• **Aim of the exercise**
Please count the lines in these records that contain "solid" and give only that count.

Stored data
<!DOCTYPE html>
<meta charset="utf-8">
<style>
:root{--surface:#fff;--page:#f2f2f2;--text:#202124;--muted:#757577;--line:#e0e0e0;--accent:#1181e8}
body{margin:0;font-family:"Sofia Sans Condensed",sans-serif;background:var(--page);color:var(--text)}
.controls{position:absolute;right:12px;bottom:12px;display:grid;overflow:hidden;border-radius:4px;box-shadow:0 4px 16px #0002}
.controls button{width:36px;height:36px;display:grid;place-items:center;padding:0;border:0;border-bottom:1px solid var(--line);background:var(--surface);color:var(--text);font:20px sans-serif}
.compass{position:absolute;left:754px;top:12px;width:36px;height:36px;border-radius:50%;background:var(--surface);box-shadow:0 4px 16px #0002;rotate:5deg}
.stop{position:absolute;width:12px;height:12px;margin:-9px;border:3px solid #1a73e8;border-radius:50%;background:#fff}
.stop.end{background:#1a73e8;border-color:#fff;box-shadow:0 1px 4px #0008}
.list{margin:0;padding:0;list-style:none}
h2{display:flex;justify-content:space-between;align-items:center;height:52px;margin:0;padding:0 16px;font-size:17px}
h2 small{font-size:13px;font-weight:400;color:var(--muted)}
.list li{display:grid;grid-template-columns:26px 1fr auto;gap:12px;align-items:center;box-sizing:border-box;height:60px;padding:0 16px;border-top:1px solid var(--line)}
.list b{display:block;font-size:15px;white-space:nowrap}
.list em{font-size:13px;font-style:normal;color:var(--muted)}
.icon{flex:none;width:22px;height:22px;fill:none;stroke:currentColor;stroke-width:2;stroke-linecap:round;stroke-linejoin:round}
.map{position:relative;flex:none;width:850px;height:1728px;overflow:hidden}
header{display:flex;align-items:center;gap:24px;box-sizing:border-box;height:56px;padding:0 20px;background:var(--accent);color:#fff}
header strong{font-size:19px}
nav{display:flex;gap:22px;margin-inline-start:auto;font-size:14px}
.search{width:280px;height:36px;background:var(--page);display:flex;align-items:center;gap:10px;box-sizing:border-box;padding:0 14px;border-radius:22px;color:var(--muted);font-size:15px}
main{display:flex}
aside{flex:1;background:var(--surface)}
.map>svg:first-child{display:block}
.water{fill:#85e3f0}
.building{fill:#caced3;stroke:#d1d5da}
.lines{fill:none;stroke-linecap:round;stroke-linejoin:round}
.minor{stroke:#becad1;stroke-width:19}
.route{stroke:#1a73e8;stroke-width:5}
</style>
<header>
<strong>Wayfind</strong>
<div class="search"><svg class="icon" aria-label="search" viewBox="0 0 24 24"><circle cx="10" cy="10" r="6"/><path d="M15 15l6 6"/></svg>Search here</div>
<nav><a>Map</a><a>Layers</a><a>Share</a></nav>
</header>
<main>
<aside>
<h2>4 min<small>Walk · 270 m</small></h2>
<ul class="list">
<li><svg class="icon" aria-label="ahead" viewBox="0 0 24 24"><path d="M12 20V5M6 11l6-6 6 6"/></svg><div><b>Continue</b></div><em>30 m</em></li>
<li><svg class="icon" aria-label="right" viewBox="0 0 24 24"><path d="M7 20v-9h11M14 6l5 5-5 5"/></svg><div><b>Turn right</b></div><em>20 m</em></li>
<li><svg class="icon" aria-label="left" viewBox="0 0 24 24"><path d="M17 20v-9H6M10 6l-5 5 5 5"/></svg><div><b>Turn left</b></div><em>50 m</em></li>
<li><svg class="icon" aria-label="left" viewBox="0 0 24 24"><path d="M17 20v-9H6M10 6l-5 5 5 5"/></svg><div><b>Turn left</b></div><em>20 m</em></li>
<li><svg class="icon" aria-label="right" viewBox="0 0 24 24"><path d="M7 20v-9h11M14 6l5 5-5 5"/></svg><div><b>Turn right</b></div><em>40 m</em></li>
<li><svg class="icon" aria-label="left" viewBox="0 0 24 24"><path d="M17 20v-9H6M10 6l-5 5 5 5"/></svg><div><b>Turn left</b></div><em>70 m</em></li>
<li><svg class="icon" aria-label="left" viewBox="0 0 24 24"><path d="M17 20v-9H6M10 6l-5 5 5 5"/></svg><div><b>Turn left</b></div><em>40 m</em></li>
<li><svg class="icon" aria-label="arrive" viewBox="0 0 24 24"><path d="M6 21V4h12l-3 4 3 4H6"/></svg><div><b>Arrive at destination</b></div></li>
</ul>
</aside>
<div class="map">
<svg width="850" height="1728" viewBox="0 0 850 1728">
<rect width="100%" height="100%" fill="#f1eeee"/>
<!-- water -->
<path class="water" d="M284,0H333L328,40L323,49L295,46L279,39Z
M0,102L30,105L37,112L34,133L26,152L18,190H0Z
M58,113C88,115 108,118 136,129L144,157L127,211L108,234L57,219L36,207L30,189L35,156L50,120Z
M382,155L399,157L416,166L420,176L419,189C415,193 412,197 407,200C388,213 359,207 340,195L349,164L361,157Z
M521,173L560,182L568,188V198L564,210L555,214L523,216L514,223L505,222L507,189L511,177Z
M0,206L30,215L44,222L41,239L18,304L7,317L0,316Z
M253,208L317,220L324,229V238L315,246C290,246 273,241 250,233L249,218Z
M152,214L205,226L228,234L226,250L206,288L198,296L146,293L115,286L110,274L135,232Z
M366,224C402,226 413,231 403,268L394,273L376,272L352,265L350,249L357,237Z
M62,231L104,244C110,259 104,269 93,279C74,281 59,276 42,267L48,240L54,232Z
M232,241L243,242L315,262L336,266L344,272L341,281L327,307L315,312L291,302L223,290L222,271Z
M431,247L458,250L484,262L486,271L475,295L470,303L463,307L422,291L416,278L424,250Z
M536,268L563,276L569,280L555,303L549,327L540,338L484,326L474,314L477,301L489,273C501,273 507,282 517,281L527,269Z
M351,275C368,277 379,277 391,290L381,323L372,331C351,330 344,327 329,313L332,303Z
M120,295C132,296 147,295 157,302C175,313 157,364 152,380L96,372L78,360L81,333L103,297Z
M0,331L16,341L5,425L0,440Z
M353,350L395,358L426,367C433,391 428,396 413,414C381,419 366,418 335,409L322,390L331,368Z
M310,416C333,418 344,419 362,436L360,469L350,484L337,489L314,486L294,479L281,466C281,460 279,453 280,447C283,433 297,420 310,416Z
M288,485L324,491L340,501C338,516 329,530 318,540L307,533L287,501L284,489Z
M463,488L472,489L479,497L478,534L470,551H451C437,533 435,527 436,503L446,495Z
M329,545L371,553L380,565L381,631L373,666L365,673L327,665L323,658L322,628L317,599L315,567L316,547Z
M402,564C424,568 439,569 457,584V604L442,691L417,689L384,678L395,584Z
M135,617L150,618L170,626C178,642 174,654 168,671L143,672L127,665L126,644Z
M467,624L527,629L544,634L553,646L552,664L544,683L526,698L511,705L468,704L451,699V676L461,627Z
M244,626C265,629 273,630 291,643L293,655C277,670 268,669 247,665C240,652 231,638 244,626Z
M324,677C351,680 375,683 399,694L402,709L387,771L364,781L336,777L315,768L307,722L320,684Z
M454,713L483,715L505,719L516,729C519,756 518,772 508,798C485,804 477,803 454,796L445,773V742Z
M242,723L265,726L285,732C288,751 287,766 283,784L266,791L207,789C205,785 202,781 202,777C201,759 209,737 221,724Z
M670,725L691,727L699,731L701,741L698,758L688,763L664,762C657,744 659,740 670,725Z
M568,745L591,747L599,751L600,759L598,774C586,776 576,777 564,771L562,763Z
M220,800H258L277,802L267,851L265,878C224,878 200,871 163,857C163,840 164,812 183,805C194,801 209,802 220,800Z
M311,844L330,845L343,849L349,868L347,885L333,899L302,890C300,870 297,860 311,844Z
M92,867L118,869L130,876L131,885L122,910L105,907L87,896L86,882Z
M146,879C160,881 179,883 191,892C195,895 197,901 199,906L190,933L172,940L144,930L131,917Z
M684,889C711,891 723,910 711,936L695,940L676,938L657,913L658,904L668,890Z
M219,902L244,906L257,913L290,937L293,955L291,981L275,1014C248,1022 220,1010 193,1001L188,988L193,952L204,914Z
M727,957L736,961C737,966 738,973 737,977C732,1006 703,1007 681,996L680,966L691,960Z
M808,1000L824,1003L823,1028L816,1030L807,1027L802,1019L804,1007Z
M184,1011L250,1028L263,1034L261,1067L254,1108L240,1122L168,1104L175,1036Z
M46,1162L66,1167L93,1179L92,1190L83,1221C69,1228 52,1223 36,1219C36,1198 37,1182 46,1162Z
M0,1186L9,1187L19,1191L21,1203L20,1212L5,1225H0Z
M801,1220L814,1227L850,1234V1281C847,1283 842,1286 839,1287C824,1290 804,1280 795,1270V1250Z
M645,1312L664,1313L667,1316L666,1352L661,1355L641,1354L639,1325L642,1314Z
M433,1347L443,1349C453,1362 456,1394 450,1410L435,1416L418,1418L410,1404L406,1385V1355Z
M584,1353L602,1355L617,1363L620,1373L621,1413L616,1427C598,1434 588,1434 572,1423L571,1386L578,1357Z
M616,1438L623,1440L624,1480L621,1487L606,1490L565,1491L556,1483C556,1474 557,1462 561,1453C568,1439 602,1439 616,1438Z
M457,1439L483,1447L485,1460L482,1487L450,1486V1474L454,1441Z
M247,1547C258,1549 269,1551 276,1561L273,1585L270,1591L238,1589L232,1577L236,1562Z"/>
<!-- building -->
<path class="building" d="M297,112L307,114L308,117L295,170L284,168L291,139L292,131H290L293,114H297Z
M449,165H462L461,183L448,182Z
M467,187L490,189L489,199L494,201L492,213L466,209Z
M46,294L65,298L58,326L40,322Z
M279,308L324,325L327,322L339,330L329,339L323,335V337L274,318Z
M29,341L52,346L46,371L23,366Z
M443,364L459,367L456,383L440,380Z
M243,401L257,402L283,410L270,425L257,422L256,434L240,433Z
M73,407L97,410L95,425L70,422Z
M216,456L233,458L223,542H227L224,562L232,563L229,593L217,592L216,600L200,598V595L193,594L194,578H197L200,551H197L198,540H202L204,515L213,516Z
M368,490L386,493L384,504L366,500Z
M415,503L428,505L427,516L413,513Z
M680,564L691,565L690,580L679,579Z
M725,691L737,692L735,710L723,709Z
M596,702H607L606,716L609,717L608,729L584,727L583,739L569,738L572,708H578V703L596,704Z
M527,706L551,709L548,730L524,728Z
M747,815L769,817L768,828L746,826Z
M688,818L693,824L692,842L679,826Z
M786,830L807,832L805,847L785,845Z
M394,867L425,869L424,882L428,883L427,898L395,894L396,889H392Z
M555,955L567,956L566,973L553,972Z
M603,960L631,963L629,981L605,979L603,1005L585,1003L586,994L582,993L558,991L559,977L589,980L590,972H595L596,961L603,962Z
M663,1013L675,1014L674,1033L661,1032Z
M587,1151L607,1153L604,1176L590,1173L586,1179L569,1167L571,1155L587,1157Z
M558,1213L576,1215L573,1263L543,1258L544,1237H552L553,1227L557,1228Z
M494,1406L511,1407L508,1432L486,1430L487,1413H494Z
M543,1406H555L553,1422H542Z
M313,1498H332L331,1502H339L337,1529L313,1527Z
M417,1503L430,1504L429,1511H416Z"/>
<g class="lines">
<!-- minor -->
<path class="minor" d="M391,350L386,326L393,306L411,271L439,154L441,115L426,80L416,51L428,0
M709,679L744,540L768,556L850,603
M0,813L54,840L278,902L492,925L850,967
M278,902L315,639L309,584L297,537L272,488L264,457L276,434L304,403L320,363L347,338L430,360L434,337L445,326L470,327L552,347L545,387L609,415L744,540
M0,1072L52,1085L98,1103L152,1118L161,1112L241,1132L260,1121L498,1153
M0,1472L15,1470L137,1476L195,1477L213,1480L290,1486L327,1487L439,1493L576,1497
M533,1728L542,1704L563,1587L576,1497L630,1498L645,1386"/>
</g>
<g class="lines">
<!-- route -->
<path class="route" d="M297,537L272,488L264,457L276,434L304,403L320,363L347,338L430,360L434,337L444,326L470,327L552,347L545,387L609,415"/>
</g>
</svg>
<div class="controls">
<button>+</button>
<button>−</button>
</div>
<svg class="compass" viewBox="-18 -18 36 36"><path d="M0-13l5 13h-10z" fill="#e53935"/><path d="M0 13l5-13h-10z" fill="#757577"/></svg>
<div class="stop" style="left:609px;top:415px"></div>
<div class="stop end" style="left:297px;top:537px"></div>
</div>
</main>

• **The answer**
3